Assignment
Copy the listing below exactly, but skip the pictures.

Start of Supplied material

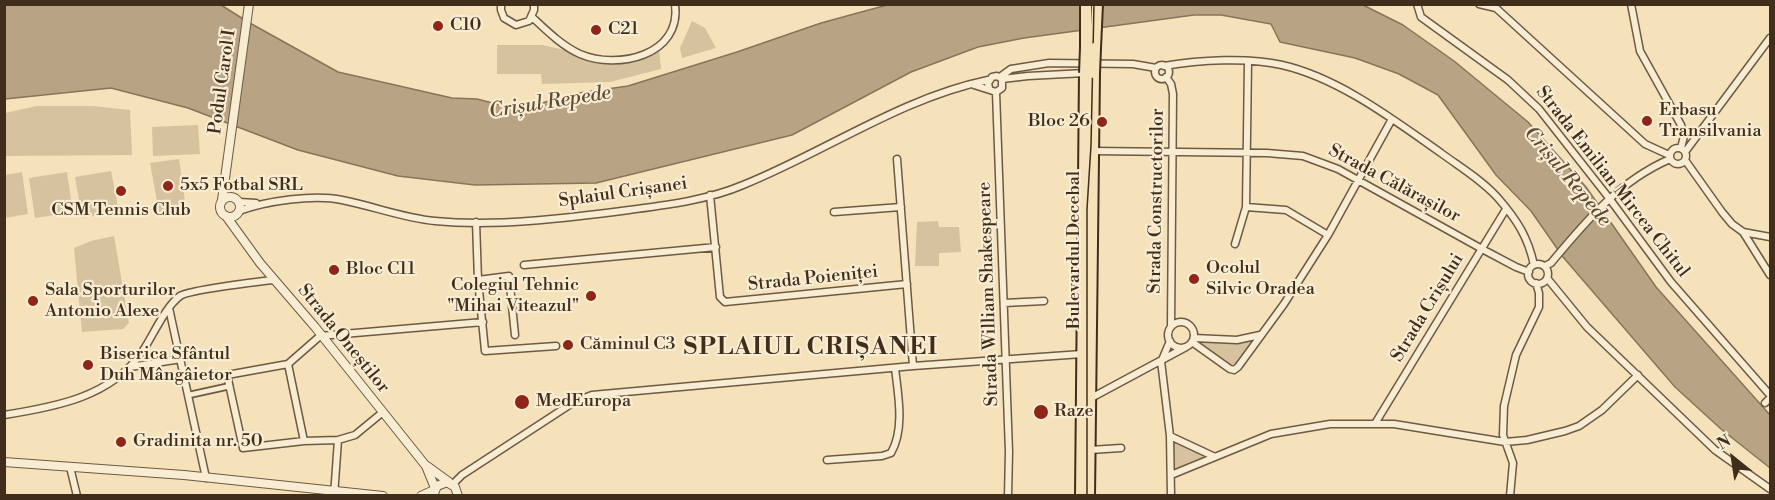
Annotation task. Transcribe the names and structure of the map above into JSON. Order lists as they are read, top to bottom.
{
  "streets": {
    "main road": ["Bulevardul Decebal"],
    "street": [
      "Podul Carol I",
      "Strada Emilian Mircea Chitul",
      "Strada Călărașilor",
      "Splaiul Crișanei",
      "Strada Constructorilor",
      "Strada Poieniței",
      "Strada William Shakespeare",
      "Strada Crișului",
      "Strada Oneștilor"
    ]
  },
  "crossings": [
    ["Podul Carol I", "Strada Oneștilor"],
    ["Strada Călărașilor", "Strada Constructorilor"],
    ["Strada Călărașilor", "Bulevardul Decebal"],
    ["Strada Călărașilor", "Strada Crișului"],
    ["Splaiul Crișanei", "Bulevardul Decebal"],
    ["Splaiul Crișanei", "Strada William Shakespeare"],
    ["Splaiul Crișanei", "Strada Oneștilor"]
  ],
  "districts": ["SPLAIUL CRIȘANEI"],
  "water": ["Crișul Repede"],
  "places": [
    "C10",
    "C21",
    "Erbasu Transilvania",
    "Bloc 26",
    "5x5 Fotbal SRL",
    "CSM Tennis Club",
    "Bloc C11",
    "Ocolul Silvic Oradea",
    "Colegiul Tehnic \"Mihai Viteazul\"",
    "Sala Sporturilor Antonio Alexe",
    "Căminul C3",
    "Biserica Sfântul Duh Mângâietor",
    "MedEuropa",
    "Raze",
    "Gradinita nr. 50"
  ],
  "north": "top left"
}
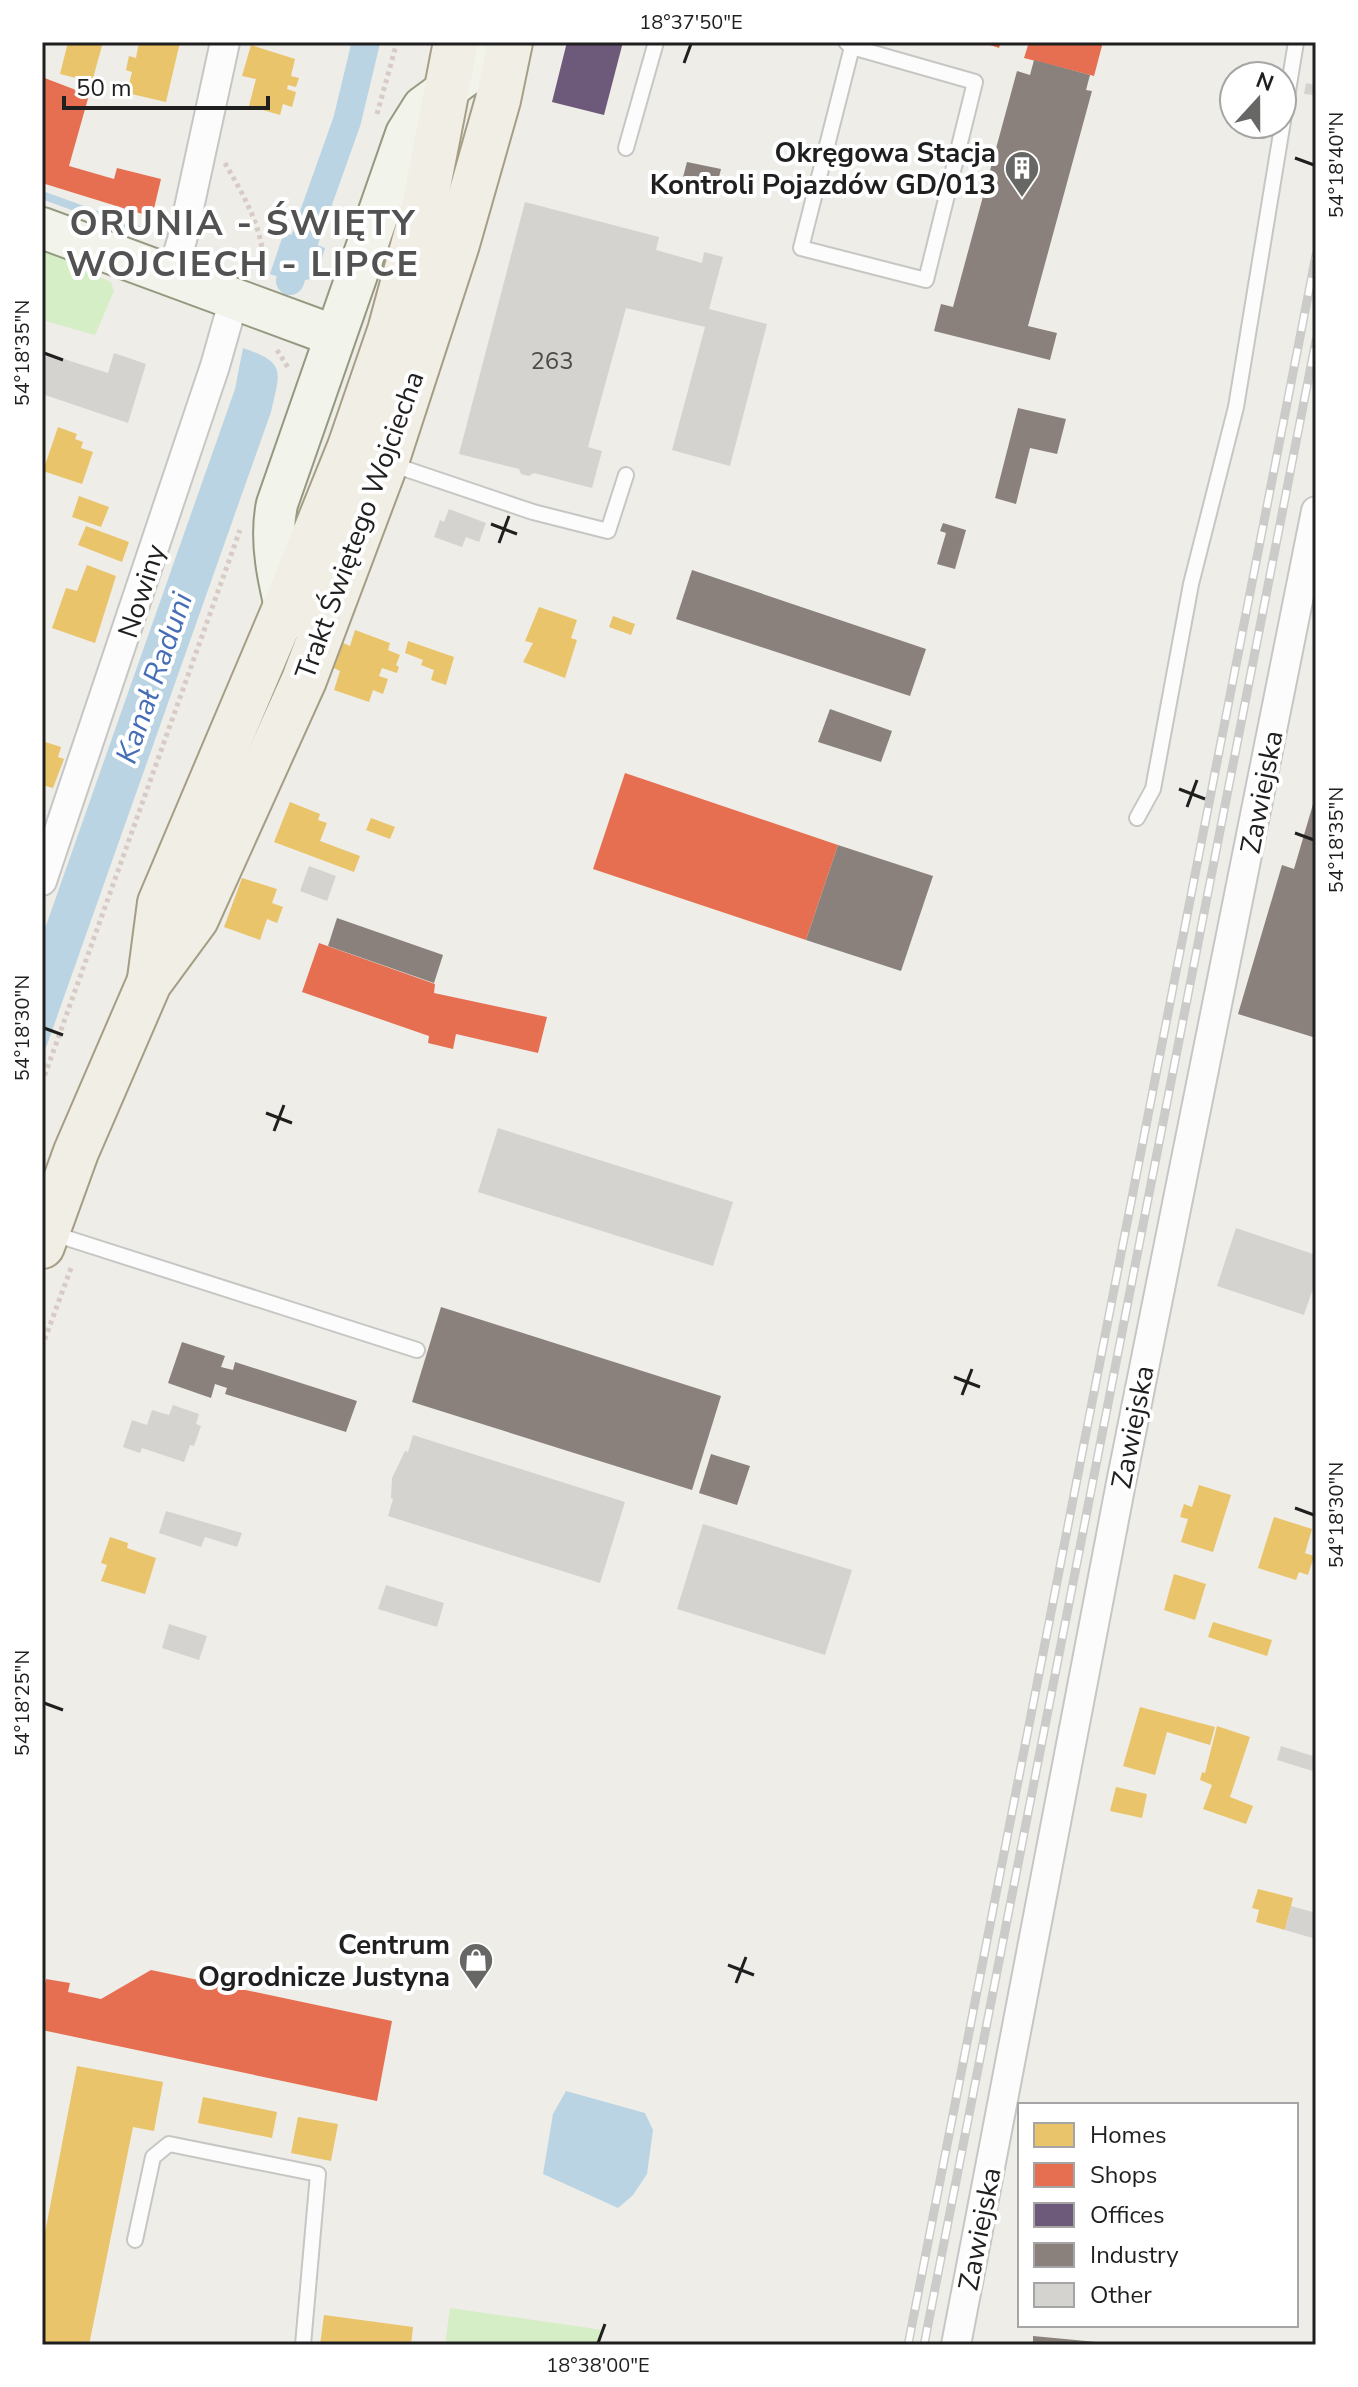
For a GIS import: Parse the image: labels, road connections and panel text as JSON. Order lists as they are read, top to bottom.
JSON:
{
  "streets": {
    "main road": ["Trakt Świętego Wojciecha"],
    "street": ["Nowiny", "Zawiejska"]
  },
  "districts": ["ORUNIA - ŚWIĘTY WOJCIECH - LIPCE"],
  "water": ["Kanał Raduni"],
  "places": {
    "building": ["Okręgowa Stacja Kontroli Pojazdów GD/013"],
    "shop": ["Centrum Ogrodnicze Justyna"]
  },
  "house_numbers": ["263"],
  "legend": [
    "Homes",
    "Shops",
    "Offices",
    "Industry",
    "Other"
  ],
  "scale_bar": "50 m",
  "north": "top",
  "coordinates": [
    "18°37'50\"E",
    "54°18'40\"N",
    "54°18'35\"N",
    "54°18'30\"N",
    "54°18'25\"N",
    "18°38'00\"E"
  ]
}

End of Supplied material

Task output
Annotation task. Transcribe the names and structure of the map above into JSON. Order lists as they are read, top to bottom.
{
  "streets": {
    "main road": ["Bulevardul Decebal"],
    "street": [
      "Podul Carol I",
      "Strada Emilian Mircea Chitul",
      "Strada Călărașilor",
      "Splaiul Crișanei",
      "Strada Constructorilor",
      "Strada Poieniței",
      "Strada William Shakespeare",
      "Strada Crișului",
      "Strada Oneștilor"
    ]
  },
  "crossings": [
    ["Podul Carol I", "Strada Oneștilor"],
    ["Strada Călărașilor", "Strada Constructorilor"],
    ["Strada Călărașilor", "Bulevardul Decebal"],
    ["Strada Călărașilor", "Strada Crișului"],
    ["Splaiul Crișanei", "Bulevardul Decebal"],
    ["Splaiul Crișanei", "Strada William Shakespeare"],
    ["Splaiul Crișanei", "Strada Oneștilor"]
  ],
  "districts": ["SPLAIUL CRIȘANEI"],
  "water": ["Crișul Repede"],
  "places": [
    "C10",
    "C21",
    "Erbasu Transilvania",
    "Bloc 26",
    "5x5 Fotbal SRL",
    "CSM Tennis Club",
    "Bloc C11",
    "Ocolul Silvic Oradea",
    "Colegiul Tehnic \"Mihai Viteazul\"",
    "Sala Sporturilor Antonio Alexe",
    "Căminul C3",
    "Biserica Sfântul Duh Mângâietor",
    "MedEuropa",
    "Raze",
    "Gradinita nr. 50"
  ],
  "north": "top left"
}
For a GIS import: Parse the image: labels, road connections and panel text as JSON. Order lists as they are read, top to bottom.
JSON:
{
  "streets": {
    "main road": ["Trakt Świętego Wojciecha"],
    "street": ["Nowiny", "Zawiejska"]
  },
  "districts": ["ORUNIA - ŚWIĘTY WOJCIECH - LIPCE"],
  "water": ["Kanał Raduni"],
  "places": {
    "building": ["Okręgowa Stacja Kontroli Pojazdów GD/013"],
    "shop": ["Centrum Ogrodnicze Justyna"]
  },
  "house_numbers": ["263"],
  "legend": [
    "Homes",
    "Shops",
    "Offices",
    "Industry",
    "Other"
  ],
  "scale_bar": "50 m",
  "north": "top",
  "coordinates": [
    "18°37'50\"E",
    "54°18'40\"N",
    "54°18'35\"N",
    "54°18'30\"N",
    "54°18'25\"N",
    "18°38'00\"E"
  ]
}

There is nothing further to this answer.